Pastor J Carlos, Coco Rosa M, Fernandez-Bueno Ivan, Alonso-Alonso Maria L, Medina Jesús, Sanz-Arranz Aurelio, Rull Fernando, Gayoso Manuel J, Dueñas Antonio, Garcia-Gutierrez Maria T, Gonzalez-Buendia Lucia, Delgado-Tirado Santiago, Abecia Emilio, Ruiz-Miguel Miguel, Serrano Miguel A, Ruiz-Moreno Jose M, Srivastava Girish K
*Institute of Applied Ophthalmobiology (IOBA), Eye Institute, University of Valladolid, Valladolid, Spain; †University Clinic Hospital of Valladolid, Valladolid, Spain; ‡Thematic Cooperative Health Network for Research in Ophthalmology (Oftared), Carlos III Health Institute, Madrid, Spain; §Crystallography and Mineralogy Department, University of Valladolid, Valladolid, Spain; ¶Cell Biology Department, University of Valladolid, Valladolid, Spain; **Toxicology Department, University of Valladolid, Valladolid, Spain; ††Vision I+D, Valladolid, Spain; ‡‡Miguel Servet Hospital, Zaragoza, Spain; §§Donostia Hospital, San Sebastian, Spain; ¶¶Canaries University Hospital, Canarias, Spain; ***Castille-La Mancha University, Albacete, Spain; and †††Regenerative Medicine Network and Cell Therapy Center, Valladolid, Spain.
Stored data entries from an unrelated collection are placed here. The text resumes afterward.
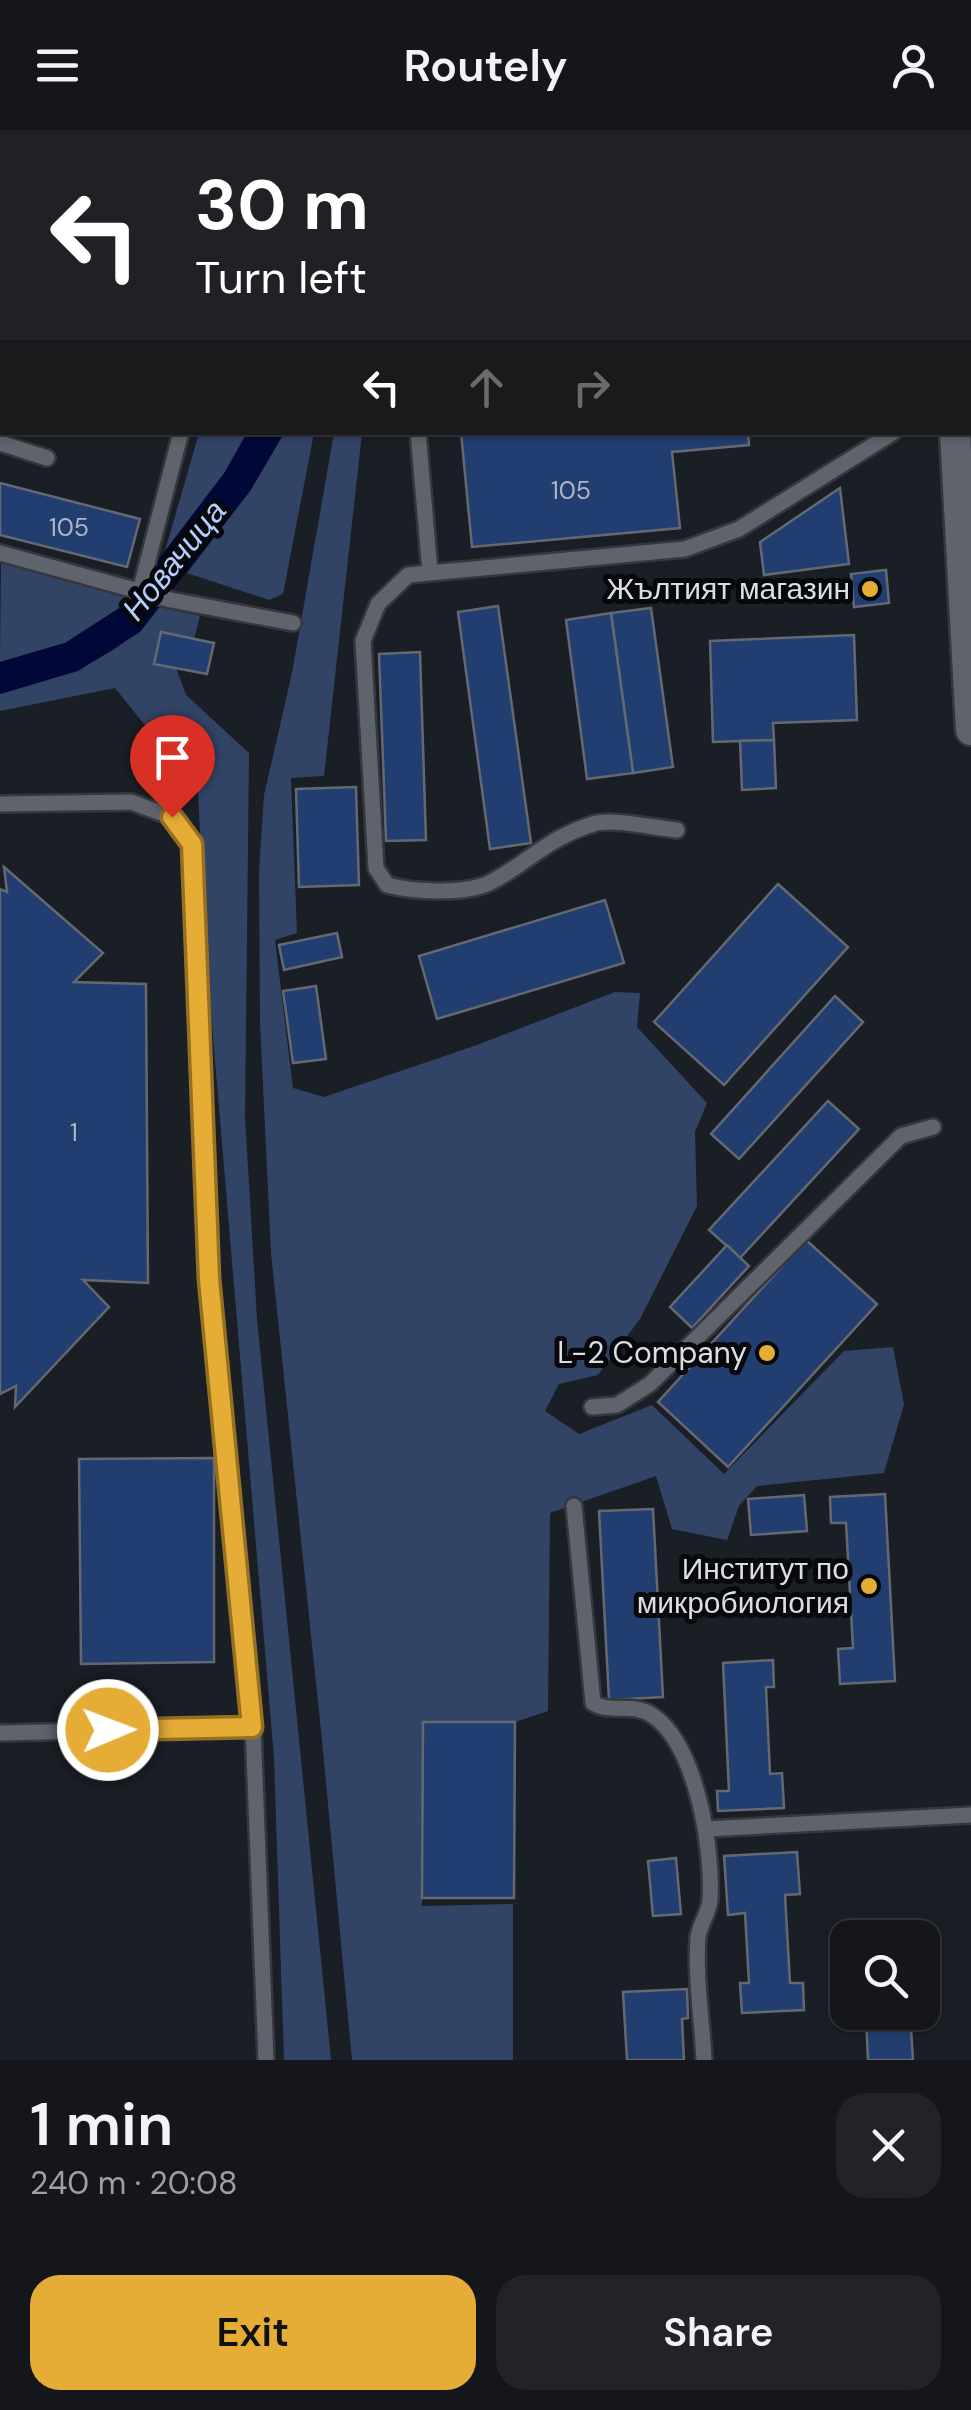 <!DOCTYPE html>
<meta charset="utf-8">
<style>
:root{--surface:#14161c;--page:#212329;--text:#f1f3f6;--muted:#9d9fa3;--line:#33353b;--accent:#e5ad36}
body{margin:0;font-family:"DM Sans",sans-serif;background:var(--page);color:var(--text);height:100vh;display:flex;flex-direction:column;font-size:38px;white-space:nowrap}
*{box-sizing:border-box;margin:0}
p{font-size:32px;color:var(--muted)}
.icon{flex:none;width:55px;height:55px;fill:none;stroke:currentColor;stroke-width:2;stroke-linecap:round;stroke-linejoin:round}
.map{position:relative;height:1930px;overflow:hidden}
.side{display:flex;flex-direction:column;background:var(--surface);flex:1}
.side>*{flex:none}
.guide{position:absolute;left:0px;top:0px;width:972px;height:305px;box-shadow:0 2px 8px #0004,0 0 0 2px var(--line);background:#202124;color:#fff;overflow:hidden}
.buttons{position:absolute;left:830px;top:1790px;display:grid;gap:20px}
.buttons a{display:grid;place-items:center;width:110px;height:110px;border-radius:20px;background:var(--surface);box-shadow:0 2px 8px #0004,0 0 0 2px var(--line);font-size:50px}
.pin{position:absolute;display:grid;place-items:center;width:85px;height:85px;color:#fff;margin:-102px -42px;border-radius:50% 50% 50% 0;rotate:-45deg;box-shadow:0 0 10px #0007}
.pin .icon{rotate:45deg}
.me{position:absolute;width:110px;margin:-55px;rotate:89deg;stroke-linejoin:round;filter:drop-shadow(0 0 8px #0008)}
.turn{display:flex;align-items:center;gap:35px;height:210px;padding:0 30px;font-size:45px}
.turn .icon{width:130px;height:130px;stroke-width:2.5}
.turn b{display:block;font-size:70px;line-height:85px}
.lanes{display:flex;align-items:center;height:95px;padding:0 30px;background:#0003;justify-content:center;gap:50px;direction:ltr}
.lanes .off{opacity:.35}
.round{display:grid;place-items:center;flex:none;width:105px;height:105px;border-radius:30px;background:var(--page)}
.summary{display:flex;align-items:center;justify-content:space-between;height:170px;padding:0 30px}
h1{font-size:60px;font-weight:600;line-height:75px}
.button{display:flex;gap:20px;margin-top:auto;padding:20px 30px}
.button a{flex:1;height:115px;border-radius:30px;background:var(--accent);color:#111;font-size:40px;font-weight:600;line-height:115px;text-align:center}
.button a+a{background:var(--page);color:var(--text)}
header{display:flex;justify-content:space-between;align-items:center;height:130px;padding:0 30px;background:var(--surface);font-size:45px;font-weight:600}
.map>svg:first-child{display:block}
.green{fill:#324466}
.water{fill:#000837}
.building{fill:#223d6f;stroke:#646971;stroke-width:2.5}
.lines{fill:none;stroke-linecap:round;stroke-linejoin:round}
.service-casing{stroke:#35373d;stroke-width:20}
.minor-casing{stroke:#35373d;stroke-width:35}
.service{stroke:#5f646c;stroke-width:15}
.minor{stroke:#5f646c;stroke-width:30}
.route-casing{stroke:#957023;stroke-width:25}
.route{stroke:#e5ad36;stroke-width:18}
.poi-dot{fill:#e5ad36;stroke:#07080b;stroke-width:4}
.labels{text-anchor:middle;stroke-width:10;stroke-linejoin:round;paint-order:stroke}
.number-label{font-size:25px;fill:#aeb6c6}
.poi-label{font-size:30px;fill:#dcdee3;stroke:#07080b;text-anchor:end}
.water-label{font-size:32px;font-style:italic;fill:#b3cefe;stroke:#07080b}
</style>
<header><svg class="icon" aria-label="menu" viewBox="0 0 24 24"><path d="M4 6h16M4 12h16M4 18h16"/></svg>Routely<svg class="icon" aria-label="person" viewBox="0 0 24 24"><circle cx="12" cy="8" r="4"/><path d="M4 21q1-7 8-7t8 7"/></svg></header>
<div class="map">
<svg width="971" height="1930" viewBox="0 0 971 1930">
<rect width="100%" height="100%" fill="#1a1e25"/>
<g class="green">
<polygon points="199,303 247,303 225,342 165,421"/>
<polygon points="284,303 314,303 283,464 269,470 187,443 250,361"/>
<polygon points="334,303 362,303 324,646 291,648 297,803 275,810 293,958 324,967 477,915 615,862 640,863 637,897 707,973 695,1002 697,1076 640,1189 598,1245 559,1254 545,1281 579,1304 652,1275 724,1344 844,1221 893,1217 904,1274 884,1343 757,1356 739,1376 727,1410 672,1399 656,1346 550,1383 548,1581 515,1592 423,1593 422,1776 513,1774 513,1930 352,1930 322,1610 271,1123 260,892 259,741 264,665 292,543"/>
<polygon points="1,433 129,468 124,475 65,513 0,532"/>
<path d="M159 477 200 486 194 509 161 503 155 533 176 538 186 565 249 623 245 987 257 1189 331 1930H284L274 1628 207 836 198 661 115 558 0 581V564C64 545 117 532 159 477Z"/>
</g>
<polygon class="water" points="247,303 284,303 250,361 140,502 78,541 0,564 0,532 65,513 124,475 225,342"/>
<g class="building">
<rect x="782" y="0" width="90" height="2"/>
<polygon points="461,302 748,302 749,315 672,322 680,398 472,417"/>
<polygon points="0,353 140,389 127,437 0,405"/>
<polygon points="840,358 849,434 764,445 760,412"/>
<polygon points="886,440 889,473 854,477 851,444"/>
<polygon points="498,476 531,713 490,719 458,482"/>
<polygon points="651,478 673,637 633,643 611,483"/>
<polygon points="611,483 633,643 587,649 566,490"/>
<polygon points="161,502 214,513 207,544 154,534"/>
<polygon points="854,505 857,590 773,593 774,610 713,612 710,511"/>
<polygon points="420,522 426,710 386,711 379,524"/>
<polygon points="774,610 776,658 742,660 740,611"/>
<polygon points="356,657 359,755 299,757 296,659"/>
<polygon points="4,737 103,823 74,852 146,854 148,1153 83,1150 109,1177 15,1277 16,1256 0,1264 0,759 7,762"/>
<polygon points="778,754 848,817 724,955 654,892"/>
<polygon points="605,770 624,833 437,889 419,826"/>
<polygon points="337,803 342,827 284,840 279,815"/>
<polygon points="316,856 326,929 293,933 283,861"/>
<polygon points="835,866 863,892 739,1029 711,1004"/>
<polygon points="828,971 859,999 740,1128 709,1100"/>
<polygon points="806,1110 877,1174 728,1337 658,1272"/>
<polygon points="727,1115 749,1136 692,1198 670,1177"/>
<polygon points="214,1328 214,1532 81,1534 79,1329"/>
<polygon points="885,1364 895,1551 840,1554 838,1519 853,1518 846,1393 831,1393 830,1367"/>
<polygon points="804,1365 807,1401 751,1405 748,1369"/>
<polygon points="653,1379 663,1567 609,1570 599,1381"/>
<polygon points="773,1530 774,1557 766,1557 770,1644 782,1643 784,1678 718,1681 717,1661 729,1661 723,1533"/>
<polygon points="423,1592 515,1592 514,1768 422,1768"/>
<polygon points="797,1722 800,1764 785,1765 790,1853 803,1853 804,1880 742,1883 740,1853 749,1853 745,1783 728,1785 724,1726"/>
<polygon points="676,1728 681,1784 653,1786 648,1731"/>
<polygon points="687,1859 688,1888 682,1889 684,1930 627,1930 623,1862"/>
<polygon points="854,1882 910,1882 913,1930 868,1930 866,1887 854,1888"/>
</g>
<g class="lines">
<g class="service-casing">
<g id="service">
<polyline points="0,68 2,66"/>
<polyline points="418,302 430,442"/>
<polyline points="0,313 47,328"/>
<polyline points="0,423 171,470 293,493"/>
<polyline points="140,461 181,302"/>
<polyline points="0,674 131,672 172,687 192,714 209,1149 253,1597 266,1930"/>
<path d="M677 700C655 698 612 688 593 694 548 708 530 731 493 751 469 765 413 762 387 755L376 738 363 511 378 474 408 445 685 419 739 399 894 302"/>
<polyline points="592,1277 617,1275 650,1254 901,1006 933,997"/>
<path d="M574 1376 593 1573C610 1584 633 1572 652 1585 697 1615 713 1720 710 1770 709 1783 700 1794 698 1807 695 1847 702 1890 704 1930"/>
<polyline points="0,1603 253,1597"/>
<polyline points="706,1699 971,1685"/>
</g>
</g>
<g class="minor-casing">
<g id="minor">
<polyline points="936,0 936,2"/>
<polyline points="955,302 971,600"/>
</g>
</g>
<use href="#service" class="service"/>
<use href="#minor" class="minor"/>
</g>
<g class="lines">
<g class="route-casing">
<polyline id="route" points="108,1600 252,1597 209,1149 192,714 172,687"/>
</g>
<use href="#route" class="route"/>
</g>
<g class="poi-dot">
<circle cx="870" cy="459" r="10"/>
<circle cx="767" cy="1223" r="10"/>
<circle cx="869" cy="1456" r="10"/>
</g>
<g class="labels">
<g class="number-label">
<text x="571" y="369">105</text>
<text x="69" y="406">105</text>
<text x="74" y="1011">1</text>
</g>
<g class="poi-label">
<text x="850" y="469">Жълтият магазин</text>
<text x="747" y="1233">L-2 Company</text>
<text x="849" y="1449">Институт по<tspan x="849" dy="34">микробиология</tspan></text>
</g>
<g class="water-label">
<text transform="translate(174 430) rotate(-51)" y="11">Новачица</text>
</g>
</g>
</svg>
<div class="buttons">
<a><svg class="icon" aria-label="search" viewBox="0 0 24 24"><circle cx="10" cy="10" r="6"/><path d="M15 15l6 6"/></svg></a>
</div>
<div class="pin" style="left:172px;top:687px;background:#d93025"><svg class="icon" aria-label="arrive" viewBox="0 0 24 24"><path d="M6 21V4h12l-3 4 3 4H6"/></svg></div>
<svg class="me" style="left:108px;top:1600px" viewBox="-20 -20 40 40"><circle r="17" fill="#e5ad36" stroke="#fff" stroke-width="3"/><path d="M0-11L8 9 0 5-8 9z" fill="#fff"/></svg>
<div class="guide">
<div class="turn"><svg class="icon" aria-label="left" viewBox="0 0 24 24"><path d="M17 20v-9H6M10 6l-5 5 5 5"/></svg><div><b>30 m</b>Turn left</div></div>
<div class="lanes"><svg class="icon" aria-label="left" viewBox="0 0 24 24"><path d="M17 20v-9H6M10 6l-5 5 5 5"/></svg><svg class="icon off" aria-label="ahead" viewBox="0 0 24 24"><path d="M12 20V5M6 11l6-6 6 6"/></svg><svg class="icon off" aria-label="right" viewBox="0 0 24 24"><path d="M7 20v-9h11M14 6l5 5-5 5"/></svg></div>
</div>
</div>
<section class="side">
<div class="summary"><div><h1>1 min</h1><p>240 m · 20:08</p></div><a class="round"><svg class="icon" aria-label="close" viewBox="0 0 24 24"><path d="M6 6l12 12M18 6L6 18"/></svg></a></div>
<div class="button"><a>Exit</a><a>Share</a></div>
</section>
Retina. 2017 Jun;37(6):1140-1151. doi: 10.1097/IAE.0000000000001680.
To describe a series of retinal acute toxicity cases with severe visual loss after intraocular use of a toxic perfluoro-octane (PFO). The clinical presentation is described, and the likely causes are analyzed. New biological methods for testing safety of intraocular medical devices are proposed.
Information regarding a series of eyes suffering acute severe events after intraocular use of a toxic PFO was analyzed. Four types of spectroscopy, nuclear magnetic resonance, and chromatography were used to identify the potential PFO contaminants. Cultures of human retinal pigment epithelial cells (ARPE-19) and porcine neuroretina were used to quantify the toxicity of the suspect PFO lots.
Of 117 cases of intraocular toxicity, 96 were considered clearly related to the use of PFO. Fifty-three cases had no light perception, and 97 had no measurable visual acuity. Retinal necrosis (n = 38) and vascular occlusion (n = 33) were the most characteristic findings. Two hydroxyl compounds, perfluorooctanoic acid and dodecafluoro-1-heptanol, and benzene derivatives were identified as the suspected toxic agents. While existing toxicity testing failed, we proposed new tests that demonstrated clear toxicity.
Protocols to determine cytotoxicity of intraocular medical devices should be revised to assure safety. Acute toxic events should be reported to health authorities and scientific media.
描述一系列眼内使用有毒全氟辛烷(PFO)后出现严重视力丧失的视网膜急性毒性病例。描述临床表现并分析可能的病因。提出用于测试眼内医疗器械安全性的新生物学方法。
分析一系列眼内使用有毒PFO后发生急性严重事件的眼部信息。使用四种光谱学、核磁共振和色谱法来识别潜在的PFO污染物。用人视网膜色素上皮细胞(ARPE-19)和猪神经视网膜培养物来量化可疑PFO批次的毒性。
在117例眼内毒性病例中,96例被认为与PFO的使用明显相关。53例无光感,97例视力无法测量。视网膜坏死(n = 38)和血管阻塞(n = 33)是最典型的表现。两种羟基化合物,全氟辛酸和十二氟-1-庚醇,以及苯衍生物被确定为可疑有毒物质。虽然现有的毒性测试失败了,但我们提出的新测试显示出明显的毒性。
应修订确定眼内医疗器械细胞毒性的方案以确保安全。急性毒性事件应报告给卫生当局和科学媒体。